In Q3, Macy’s pocketed $0.21 in adjusted EPS, sailing right past the expected $0.01, though revenue still took a 7% dip from last year, landing at $4.9 billion. The company upped its revenue guidance by $100 million to $22.9-23.2 million, but same-store sales are still expected to sink 6-7% from last year. It also tightened its full-year earnings range to $2.88-$3.13 from $2.70-$3.20, implying Q4 sales of about $8.1 billion and $1.85-$2.1 in EPS
The harsh reality was apparent in Q3, with same store sales plunging 6.3% from last year, nearly 9% from two years ago. While Macy’s stumbled by 6.7%, Bloomingdale’s managed a lighter fall of 4.4%. As for bright spots, Bluemercury gleamed with a 2.5% rise, proving that cosmetics have held up better than clothing since the pandemic’s hayday. Nevertheless, department store sales are 4.1% below last year, while retail sales as a whole have increased by 2.5%.
Talk of overstretched consumers is everywhere, with credit card debt surpassing $1 trillion. However, disposable income is on the rise, putting credit card debt slightly below pre-COVID levels. With unemployment still low and retail earnings beating estimates, there’s reason to believe that consumers aren’t out of steam just yet.

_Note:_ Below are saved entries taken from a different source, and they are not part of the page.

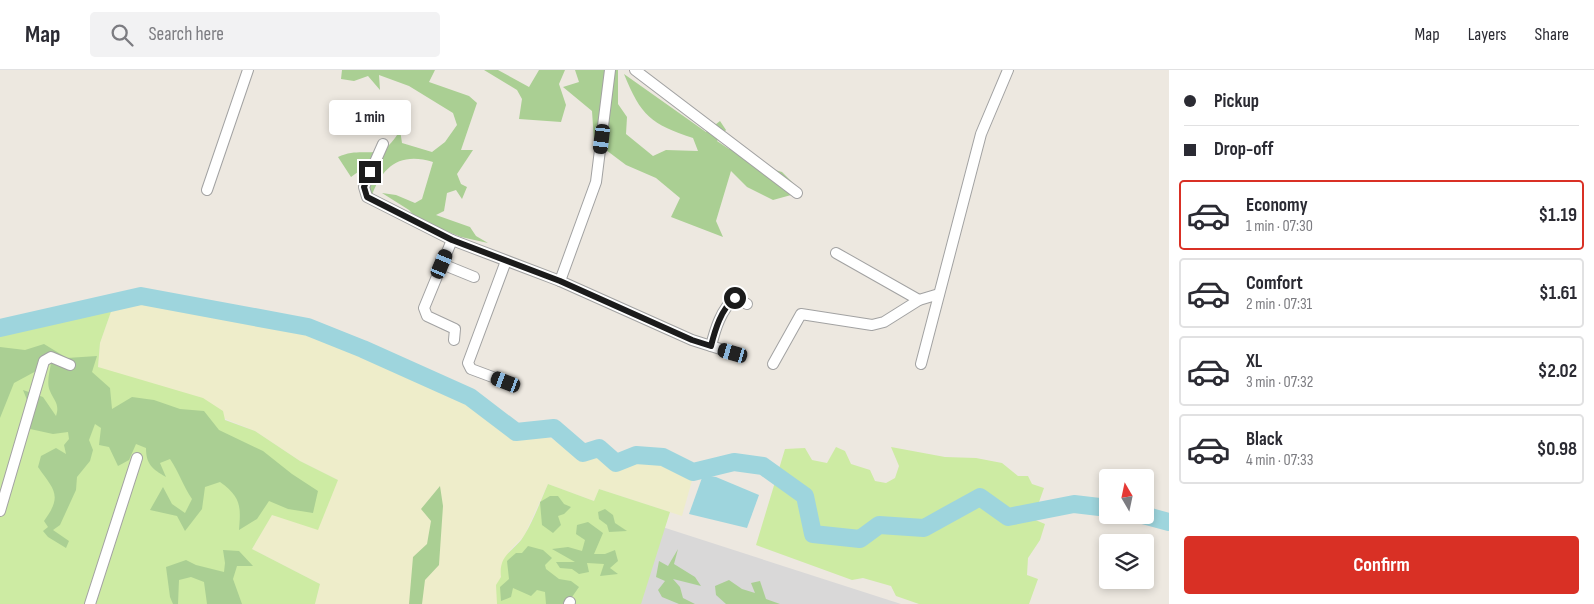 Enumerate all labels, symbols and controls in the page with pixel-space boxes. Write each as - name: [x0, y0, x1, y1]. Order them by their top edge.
- search box: [90, 12, 440, 57]
- text: Map: [25, 20, 60, 49]
- icon: search: [108, 21, 136, 49]
- text: Search here: [148, 23, 224, 46]
- text: Map: [1415, 24, 1440, 45]
- text: Layers: [1468, 24, 1507, 45]
- text: Share: [1535, 24, 1569, 45]
- text: Pickup: [1214, 90, 1259, 113]
- callout: 1 min: [329, 99, 411, 134]
- text: 1 min: [355, 108, 385, 127]
- car: [592, 123, 611, 155]
- text: Drop-off: [1214, 138, 1274, 161]
- route end: [359, 161, 381, 183]
- icon: car: [1186, 193, 1231, 238]
- text: Economy: [1246, 194, 1308, 217]
- text: $1.19: [1538, 204, 1577, 227]
- text: 1 min · 07:30: [1246, 217, 1313, 236]
- car: [429, 247, 454, 281]
- icon: car: [1186, 271, 1231, 316]
- text: Comfort: [1246, 272, 1303, 295]
- text: $1.61: [1539, 282, 1577, 305]
- route start: [724, 287, 746, 309]
- text: 2 min · 07:31: [1246, 295, 1312, 314]
- car: [716, 342, 749, 364]
- icon: car: [1186, 349, 1231, 394]
- text: XL: [1246, 350, 1262, 373]
- text: $2.02: [1538, 360, 1577, 383]
- car: [489, 370, 522, 394]
- text: 3 min · 07:32: [1246, 373, 1313, 392]
- icon: car: [1186, 427, 1231, 472]
- text: Black: [1246, 428, 1283, 451]
- text: $0.98: [1537, 438, 1577, 461]
- text: 4 min · 07:33: [1246, 451, 1313, 470]
- north arrow: [1099, 469, 1154, 524]
- map controls: [1099, 469, 1154, 589]
- button: layers: [1099, 534, 1154, 589]
- button: Confirm: [1184, 536, 1579, 594]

The heartening news in Macy’s results was the 160bp bump in gross margins to 40.3%, reflecting a long-needed correction in over-optimistic inventory levels. Inventory shrinking by 6% from last year and 17% from 2019 suggests that the cleansing process has come to completion. However, operating leverage suffered a blow. Adjusted EBITDA fell 24%, with margins compressing by 140bp to 6.6%. Credit card net revenue also plummeted by 31%, as Macy’s braced itself for potential losses.
While the negative $555 million free cash flow year-to-date is alarming, the holiday season is bound to bring relief. Macy’s expects to rake in $800 million-$1.1 billion in free cash flow in Q4, as inventories and accounts payable normalize, culminating in about $400 million of free cash flow for the year.
With $3.2 billion of debt and $3 billion of leases, Macy’s has assured investors of a solid financial stance. The market’s indifference is evident in its $500 million valuation below book value, though there might be some hope for a modest bounce-back. At this stage, Macy’s might not be a growth dynamo, but signs of improvement in gross margins provide a glimmer of hope. If the tide turns in their favor, there’s potential for a 20% upside from here. Macy’s may just manage to swim against the current after all.